Kuroda also looks back on the importance of his time spent as a “flaneur” or a “loafer.” He says the time he spent aimlessly exploring in his life had a significant meaning and importance.
If cafes in cities are to be defined as “wasteful spaces” that serve no function, then it can also be said that Kuroda’s period of exploration was “wasted time.”
Kuroda does not fear wasted space and time in his life, and perhaps that is why his life is full of chance encounters.
Make noise, create chaos
While Kuroda worked as an artist, he also launched an art and literature magazine in 1985 where he works as the editor-in-chief.
Contributors to his magazine include distinguished persons such as philosophers Jacques Derrida and Michel Serres. The title of his magazine is “NOISE.”
It can be taken literally as its meaning in English, but the title also conveys the nuance of “argument” and “quarrel” in Old French. The magazine aims to create a stir in our current rigid world, as if to provoke a quarrel.
Kuroda believes art plays the same role in society.
“Make noise and create chaos in places that are silent. Art is about finding the treasures that are created in such chaos.”
“For example, there is no noise in the world of tea in Kyoto. They only talk about things such as whether it is proper to enter from your left foot first or your right foot. Anything that strays away from the long established rules are looked down upon. If it was me, I would ask the teacher questions like, ‘What makes the surface of the tea foam when you make tea?’”
“The answer is that it is caused by an element called saponin, but the teachers who are only concerned about the proper rules will not know such things. Make noise and create chaos. That is how we can find new ways of escaping this hard and rigid society and that is what artists are doing all the time.”
Passage: breaking free from a rigid world
Our first interpretation as to why Kuroda is called the “man in between” and “man of the passage” was because he works across various genres of art, but this may have been a rather shallow view.
By making noise in our hardened world and creating chaos, he is showing us the way to escape from it.
Aki Kuroda has spent his lifetime expressing this through his art.
Noise and chaos are generally unwelcomed. It does not provide a straight and smooth path to a goal, but creates detours to uncertain destinations. It is a long way around that may seem pointless.
However, some places can only be reached through such detours.
Kuroda’s art embodies the acceptance of chaos which is conjured through repeatedly going through seemingly pointless processes.
“There are times when I feel like I painted a beautiful piece, but when I look at it again after one night, it looks uninteresting. I keep working on it, but when it still doesn’t work I start to panic.”
“Then another night passes and I start to feel like I can make it work so I pick up my brush again. As I repeat this process over and over, I start to lose my fear of failure. ‘Passage’ or ‘a way out’ is something that can be found beyond fear.”

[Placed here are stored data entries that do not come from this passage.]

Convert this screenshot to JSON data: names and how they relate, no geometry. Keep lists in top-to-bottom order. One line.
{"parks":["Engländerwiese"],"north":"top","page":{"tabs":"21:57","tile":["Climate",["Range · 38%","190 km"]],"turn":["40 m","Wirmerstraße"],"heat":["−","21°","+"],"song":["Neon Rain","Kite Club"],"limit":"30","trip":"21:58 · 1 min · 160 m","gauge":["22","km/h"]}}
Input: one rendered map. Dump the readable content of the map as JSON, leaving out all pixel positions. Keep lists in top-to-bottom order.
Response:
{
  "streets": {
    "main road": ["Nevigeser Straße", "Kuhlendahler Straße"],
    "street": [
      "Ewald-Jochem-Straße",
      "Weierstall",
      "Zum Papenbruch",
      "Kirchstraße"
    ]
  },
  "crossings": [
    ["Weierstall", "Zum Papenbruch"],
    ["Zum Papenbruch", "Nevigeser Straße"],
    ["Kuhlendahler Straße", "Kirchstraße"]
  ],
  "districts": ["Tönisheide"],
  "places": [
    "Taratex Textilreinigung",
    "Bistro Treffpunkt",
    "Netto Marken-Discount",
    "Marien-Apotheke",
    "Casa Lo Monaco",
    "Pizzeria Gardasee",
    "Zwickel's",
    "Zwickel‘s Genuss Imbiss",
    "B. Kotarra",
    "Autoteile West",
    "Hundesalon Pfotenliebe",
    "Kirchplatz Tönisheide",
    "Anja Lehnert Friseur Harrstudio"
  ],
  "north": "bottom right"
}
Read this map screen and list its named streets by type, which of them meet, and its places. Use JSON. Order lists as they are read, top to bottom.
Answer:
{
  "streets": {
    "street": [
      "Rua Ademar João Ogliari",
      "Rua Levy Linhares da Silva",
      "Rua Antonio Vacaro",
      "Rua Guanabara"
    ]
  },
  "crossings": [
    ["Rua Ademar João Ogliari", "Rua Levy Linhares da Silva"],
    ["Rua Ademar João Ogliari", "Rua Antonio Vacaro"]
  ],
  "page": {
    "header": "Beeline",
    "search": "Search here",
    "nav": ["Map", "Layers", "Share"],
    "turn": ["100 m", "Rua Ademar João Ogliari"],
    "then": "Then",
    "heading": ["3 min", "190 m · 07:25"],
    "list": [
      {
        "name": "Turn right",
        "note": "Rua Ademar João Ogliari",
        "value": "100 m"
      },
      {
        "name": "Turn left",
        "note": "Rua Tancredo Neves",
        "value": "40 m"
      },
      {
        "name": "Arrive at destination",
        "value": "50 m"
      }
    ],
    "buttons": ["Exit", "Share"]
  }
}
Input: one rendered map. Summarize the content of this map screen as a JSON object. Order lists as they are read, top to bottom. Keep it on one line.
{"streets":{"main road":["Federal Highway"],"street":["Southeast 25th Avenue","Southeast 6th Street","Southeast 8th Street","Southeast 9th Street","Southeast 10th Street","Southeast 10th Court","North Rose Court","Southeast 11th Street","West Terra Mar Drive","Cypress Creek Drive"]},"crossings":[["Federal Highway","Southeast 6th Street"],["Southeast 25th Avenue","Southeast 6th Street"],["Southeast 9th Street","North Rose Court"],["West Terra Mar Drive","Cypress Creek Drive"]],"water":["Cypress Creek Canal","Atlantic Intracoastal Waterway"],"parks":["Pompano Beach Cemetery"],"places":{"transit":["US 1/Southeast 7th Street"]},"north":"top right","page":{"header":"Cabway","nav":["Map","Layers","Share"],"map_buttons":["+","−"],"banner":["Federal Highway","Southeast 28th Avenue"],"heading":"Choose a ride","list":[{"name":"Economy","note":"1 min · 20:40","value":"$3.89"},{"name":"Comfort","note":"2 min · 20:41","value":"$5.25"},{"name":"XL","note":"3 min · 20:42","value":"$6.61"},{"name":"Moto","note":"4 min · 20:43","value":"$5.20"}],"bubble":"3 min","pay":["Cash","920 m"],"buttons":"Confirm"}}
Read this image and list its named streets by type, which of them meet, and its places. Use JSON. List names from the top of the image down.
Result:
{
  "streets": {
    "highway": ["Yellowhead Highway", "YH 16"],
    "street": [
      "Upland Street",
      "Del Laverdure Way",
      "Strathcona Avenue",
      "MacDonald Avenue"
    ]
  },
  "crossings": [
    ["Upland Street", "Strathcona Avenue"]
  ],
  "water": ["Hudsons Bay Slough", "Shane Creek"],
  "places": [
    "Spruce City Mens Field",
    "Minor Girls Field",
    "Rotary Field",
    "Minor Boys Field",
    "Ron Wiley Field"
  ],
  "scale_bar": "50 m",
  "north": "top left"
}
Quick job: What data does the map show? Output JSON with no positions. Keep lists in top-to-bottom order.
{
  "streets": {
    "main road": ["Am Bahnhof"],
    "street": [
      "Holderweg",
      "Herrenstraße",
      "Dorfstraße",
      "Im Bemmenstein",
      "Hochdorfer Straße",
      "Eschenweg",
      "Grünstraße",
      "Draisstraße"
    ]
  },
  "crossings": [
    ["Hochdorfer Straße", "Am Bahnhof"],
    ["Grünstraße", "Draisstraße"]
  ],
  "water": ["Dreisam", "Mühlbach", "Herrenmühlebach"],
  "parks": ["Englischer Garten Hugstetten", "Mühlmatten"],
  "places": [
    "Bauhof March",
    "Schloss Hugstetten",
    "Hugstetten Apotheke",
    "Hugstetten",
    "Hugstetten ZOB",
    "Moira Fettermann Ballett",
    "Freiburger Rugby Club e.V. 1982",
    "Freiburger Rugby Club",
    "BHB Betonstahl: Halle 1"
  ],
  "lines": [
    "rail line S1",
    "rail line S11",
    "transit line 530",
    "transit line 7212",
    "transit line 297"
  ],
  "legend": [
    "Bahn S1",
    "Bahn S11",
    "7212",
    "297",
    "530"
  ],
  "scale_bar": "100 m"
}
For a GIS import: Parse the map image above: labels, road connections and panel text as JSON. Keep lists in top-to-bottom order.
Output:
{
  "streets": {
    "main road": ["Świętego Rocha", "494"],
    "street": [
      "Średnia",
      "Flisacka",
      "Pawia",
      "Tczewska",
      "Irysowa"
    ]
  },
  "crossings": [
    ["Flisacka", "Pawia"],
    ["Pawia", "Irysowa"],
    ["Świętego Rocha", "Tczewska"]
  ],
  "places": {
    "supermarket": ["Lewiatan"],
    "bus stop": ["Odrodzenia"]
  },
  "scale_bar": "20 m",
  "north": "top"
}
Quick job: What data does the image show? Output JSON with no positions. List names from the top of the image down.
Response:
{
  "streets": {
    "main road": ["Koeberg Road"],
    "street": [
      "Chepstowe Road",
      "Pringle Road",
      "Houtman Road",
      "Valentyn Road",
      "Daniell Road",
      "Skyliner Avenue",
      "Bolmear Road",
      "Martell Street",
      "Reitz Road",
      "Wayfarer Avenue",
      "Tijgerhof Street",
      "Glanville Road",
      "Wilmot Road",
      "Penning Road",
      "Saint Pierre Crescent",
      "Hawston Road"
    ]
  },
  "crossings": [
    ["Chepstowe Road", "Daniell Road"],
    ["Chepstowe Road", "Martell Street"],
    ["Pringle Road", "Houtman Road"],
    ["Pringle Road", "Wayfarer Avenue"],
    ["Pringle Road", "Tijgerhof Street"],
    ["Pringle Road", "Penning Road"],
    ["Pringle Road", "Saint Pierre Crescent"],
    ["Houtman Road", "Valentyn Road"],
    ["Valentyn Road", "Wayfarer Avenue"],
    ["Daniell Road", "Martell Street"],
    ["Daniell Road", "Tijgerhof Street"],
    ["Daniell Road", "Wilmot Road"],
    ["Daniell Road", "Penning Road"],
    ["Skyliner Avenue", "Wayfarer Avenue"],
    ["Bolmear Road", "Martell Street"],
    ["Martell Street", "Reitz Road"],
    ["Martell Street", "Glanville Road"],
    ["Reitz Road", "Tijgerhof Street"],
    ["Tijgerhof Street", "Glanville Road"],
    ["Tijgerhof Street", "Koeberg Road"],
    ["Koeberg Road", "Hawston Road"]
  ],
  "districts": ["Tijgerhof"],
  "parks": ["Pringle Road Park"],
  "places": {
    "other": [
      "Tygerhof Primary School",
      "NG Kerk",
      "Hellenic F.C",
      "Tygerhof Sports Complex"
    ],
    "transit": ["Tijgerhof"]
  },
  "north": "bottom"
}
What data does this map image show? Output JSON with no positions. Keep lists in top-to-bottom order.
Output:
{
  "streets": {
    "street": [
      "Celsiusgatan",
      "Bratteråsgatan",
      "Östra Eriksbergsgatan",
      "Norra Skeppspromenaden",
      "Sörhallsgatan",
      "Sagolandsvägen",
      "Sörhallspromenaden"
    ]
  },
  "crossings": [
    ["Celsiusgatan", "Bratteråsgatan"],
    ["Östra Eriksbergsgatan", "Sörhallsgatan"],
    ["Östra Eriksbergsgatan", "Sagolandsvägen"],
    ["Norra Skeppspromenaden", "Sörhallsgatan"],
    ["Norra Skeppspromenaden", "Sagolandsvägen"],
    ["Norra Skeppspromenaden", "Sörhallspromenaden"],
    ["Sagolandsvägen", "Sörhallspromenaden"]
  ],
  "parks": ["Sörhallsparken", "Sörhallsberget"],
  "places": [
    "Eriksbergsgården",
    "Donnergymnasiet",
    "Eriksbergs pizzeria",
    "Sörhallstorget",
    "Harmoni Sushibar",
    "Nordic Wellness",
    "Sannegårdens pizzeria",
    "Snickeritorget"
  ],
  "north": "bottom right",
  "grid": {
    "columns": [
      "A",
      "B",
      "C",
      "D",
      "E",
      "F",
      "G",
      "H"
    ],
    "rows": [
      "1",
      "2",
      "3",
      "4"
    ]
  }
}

Kuroda does not give direct answers to our questions throughout the interview.
He seems to purposefully avoid the crux of the matter and his stories slowly spread out and expand like the legs of an octopus.
“My wife always tells me that she can never understand what I am talking about, but I can’t help it. That is the kind of human I am. This is the only way I know how to talk.”
As we spoke to Kuroda, he would smile mischievously.
In our busy daily lives that passes by unaware, his stories were like explorations of their own and they gently jolted our sense of time.